Airdrie House Details

Airdrie House, much extended and altered occupied C16 tower of the Lumsdens, Prestons and Anstruthers

  • Closest To: Crail, Anstruther
  • Access: No Access
  • Grid Reference: NO567084

Airdrie House in Fife is a privately occupied mansion which has at its core a 16th century tower house built for the Lumsden family. It cannot be seen from any public roads as it is hidden behind trees.

The house is a long rectangular mansion with a square tower in the middle on the front of the building.  On one side of this tower a round turret projects which presumably contains stairs, on the top of which is a square viewing platform. On the other is a smaller turret with an ornate decorative window. To the rear is a single storey extension which may represent the location of a prior courtyard. The house has been much altered and bears little evidence of its history from the outside other than the ornate window and its setting. This  has finials dated 1588 terminating in human heads. The lintel of this window bears a monogram MCLOA flanked by a lion and either a boar or an otter.
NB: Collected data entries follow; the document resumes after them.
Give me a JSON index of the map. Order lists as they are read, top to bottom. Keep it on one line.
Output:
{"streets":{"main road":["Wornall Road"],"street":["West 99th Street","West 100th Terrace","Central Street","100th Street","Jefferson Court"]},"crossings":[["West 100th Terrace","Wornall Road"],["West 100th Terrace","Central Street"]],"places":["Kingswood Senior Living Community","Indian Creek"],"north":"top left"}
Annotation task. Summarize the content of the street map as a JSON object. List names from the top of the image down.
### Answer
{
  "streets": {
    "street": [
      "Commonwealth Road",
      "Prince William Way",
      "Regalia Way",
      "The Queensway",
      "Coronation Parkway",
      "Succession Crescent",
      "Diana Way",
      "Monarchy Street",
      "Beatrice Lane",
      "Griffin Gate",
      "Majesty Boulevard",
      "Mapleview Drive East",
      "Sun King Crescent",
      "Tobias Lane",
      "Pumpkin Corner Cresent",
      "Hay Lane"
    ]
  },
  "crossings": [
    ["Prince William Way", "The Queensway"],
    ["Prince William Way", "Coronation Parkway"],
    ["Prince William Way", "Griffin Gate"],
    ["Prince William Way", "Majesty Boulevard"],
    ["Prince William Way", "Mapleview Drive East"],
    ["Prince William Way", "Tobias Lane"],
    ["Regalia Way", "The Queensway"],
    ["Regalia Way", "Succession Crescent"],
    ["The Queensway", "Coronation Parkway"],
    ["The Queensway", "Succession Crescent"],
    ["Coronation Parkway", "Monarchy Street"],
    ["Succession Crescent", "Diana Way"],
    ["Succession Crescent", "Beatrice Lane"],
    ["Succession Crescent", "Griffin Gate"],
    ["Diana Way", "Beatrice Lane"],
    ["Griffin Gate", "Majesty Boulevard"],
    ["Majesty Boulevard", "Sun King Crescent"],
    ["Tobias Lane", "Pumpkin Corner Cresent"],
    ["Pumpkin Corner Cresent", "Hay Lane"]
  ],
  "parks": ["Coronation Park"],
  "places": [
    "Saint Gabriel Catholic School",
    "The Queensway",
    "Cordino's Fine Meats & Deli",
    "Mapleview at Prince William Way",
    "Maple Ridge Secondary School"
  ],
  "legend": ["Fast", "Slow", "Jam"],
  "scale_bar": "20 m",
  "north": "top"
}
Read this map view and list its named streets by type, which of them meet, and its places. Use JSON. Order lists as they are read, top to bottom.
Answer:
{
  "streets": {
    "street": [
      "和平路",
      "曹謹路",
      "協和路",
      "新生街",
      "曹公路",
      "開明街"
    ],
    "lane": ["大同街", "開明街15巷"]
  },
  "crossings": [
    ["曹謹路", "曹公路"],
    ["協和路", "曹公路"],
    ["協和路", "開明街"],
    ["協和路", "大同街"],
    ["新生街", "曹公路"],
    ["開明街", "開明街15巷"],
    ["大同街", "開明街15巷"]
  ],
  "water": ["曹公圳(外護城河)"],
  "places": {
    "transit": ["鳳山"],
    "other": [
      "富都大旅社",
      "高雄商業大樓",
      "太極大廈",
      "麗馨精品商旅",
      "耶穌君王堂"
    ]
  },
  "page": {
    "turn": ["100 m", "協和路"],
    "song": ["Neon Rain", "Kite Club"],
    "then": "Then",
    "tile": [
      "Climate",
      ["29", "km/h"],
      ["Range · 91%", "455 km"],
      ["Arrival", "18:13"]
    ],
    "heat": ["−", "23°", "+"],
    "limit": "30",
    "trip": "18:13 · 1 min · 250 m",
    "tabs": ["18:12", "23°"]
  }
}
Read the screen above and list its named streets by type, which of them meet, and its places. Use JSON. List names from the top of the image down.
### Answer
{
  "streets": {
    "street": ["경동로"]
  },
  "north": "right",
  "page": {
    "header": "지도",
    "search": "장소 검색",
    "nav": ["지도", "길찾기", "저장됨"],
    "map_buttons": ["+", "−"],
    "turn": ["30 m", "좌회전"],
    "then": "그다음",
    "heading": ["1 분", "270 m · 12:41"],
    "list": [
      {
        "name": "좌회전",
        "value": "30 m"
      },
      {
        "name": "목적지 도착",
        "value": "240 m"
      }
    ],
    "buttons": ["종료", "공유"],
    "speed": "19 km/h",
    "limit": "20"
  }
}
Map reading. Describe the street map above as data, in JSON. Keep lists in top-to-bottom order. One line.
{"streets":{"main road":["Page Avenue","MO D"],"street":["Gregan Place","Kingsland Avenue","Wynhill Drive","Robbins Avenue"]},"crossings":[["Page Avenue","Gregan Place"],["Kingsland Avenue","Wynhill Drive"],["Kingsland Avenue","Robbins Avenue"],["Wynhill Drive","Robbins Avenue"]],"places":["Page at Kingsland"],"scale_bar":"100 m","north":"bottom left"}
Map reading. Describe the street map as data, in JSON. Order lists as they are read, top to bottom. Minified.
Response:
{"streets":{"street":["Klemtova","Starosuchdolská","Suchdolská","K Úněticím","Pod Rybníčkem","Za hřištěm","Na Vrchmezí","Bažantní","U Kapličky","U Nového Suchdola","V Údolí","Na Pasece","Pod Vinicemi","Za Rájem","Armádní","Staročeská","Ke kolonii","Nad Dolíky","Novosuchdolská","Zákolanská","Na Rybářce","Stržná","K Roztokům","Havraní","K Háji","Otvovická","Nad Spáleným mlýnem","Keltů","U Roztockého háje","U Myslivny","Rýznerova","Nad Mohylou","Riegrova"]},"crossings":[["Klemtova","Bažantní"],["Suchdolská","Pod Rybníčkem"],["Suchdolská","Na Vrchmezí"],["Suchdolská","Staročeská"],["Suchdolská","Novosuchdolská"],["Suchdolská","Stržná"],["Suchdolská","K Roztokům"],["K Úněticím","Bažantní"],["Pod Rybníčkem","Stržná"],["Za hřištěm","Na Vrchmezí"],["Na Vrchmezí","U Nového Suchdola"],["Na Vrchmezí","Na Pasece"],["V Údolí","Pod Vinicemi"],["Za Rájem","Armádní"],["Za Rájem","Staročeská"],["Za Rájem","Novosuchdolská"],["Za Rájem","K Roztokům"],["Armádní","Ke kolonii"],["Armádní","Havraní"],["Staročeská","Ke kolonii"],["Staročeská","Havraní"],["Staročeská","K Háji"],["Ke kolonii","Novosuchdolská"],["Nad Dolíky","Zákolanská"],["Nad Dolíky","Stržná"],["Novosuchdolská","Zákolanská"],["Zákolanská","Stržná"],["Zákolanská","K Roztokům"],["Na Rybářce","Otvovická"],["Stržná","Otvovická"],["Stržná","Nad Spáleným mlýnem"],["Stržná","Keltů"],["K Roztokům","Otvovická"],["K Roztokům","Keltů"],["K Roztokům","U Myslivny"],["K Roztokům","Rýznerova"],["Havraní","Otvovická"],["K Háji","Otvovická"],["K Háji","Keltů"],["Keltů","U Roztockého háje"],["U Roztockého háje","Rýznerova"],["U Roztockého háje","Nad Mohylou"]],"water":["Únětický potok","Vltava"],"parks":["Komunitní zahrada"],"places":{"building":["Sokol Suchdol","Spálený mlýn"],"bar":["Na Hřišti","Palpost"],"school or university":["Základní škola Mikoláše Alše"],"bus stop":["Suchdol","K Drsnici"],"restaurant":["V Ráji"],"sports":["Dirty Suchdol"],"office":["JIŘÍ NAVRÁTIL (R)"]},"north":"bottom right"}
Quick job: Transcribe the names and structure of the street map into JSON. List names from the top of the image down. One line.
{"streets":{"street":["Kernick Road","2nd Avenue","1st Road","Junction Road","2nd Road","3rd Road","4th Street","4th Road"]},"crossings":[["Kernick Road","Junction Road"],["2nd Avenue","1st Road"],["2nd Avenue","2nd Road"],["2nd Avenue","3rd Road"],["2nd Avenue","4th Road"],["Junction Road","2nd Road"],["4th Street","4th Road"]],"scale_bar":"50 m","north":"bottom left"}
The lands of Airdrie remained in the hands of various branches of the Lumsden family until the end of the 16th century, and in 1605 was sold to William Turnbull. His daughter Elizabeth brought the property into the hands of the Preston family with her marriage, but it is interesting to note that Lumsdens continued to call themselves of Airdrie into the 17th century. Although there was intermarriage between the Lumsdens and Prestons, Airdrie does not appear to have returned into the hands of the Lumsden family for long if at all, and by the end of the century were held by Sir James Anstruther. Whilst the monogram contains both the L of Lumsden and the A of Anstruther, it does not correspond with known marriages of the family.

The house has been extended and modernised, and is not open to the public.